The Department of Defense is collaborating with Federal civilian agencies to impose a new Federal Acquisition Regulation (FAR) rule that would apply new Cybersecurity Maturity Model Certification (CMMC) requirements to vendors that handle controlled unclassified information, according to the DoD CMMC lead.
Stacy Bostjanick, chief of defense industrial base cybersecurity within the Office of the DoD CIO, said the idea behind that move is to better protect Federal information. Toward that end, any Federal civilian contractors that handle the government’s sensitive data will have to meet basic cybersecurity standards much like those that are set to be imposed on defense contractors under the CMMC program.
“There is a FAR rule that’s going to be coming out that implements the [National Institute of Standards and Technology’s (NIST)] SP 800-171 and the 800- 172. And it’s going to go across all Federal government,” Bostjanick said during a virtual event hosted by PreVeil on April 4.
Currently, Federal contractors are required to meet 15 basic cybersecurity requirements to secure the sensitive information they handle. But, according to Bostjanick, by applying the NIST standards that requirement would be significantly expanded to the same 110 controls that fall under 800-171, which CMMC will also enforce.
“We are working with the Federal CISO Council today to try to make sure that we’re consistent across all of the Federal government, how we view those 110 controls [under NIST SP-800-171], so we’re not going to be onerous on the industry partners,” said Bostjanick.
CMMC requires a third-party assessment organization to attest that defense contractors meet all 110 of those controls. However, it’s unclear if the FAR rule would require the same assessment, or instead leave it up to contractors to self-attest.
CMMC is “coming across of all Federal government, you might as well get out in front of it and be one of the first,” Bostjanick said in a message directed to contractors that might be hesitant to kickstart CMMC compliance.

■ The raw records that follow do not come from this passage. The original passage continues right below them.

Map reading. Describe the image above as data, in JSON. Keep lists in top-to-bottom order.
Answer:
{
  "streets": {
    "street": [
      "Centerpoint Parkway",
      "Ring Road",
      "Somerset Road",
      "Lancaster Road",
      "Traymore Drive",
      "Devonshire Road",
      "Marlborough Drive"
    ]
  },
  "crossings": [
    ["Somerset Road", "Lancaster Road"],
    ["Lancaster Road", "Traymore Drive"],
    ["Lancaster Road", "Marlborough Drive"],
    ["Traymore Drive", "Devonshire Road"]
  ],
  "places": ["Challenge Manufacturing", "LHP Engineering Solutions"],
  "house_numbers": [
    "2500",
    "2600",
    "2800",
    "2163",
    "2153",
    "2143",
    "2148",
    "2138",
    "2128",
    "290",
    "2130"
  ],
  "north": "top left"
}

According to Bostjanick, the final rulemaking for CMMC is still in the works but should be delivered sometime later this year. Bostjanick was unable to comment on what is included in the final rule, but she did say nothing will change concerning the 110 controls the latest iteration of the program will be based on.
Bostjanick acknowledged the many contractors that have claimed that CMMC accreditation will be expensive and burdensome to them, but she explained that “CMMC is coming, it’s not going to go away, the waiting is not going to make the pain any less.”
“Complying with the NIST 800-171 is just the basics, guys. It’s not the creme de la creme protection that’s going to protect you from everything. It’s going to protect you from the basic hacker, right? And, you know, the one thing is, implementing those standards not only protects my data and meets your requirement for DoD. It also protects you,” she said.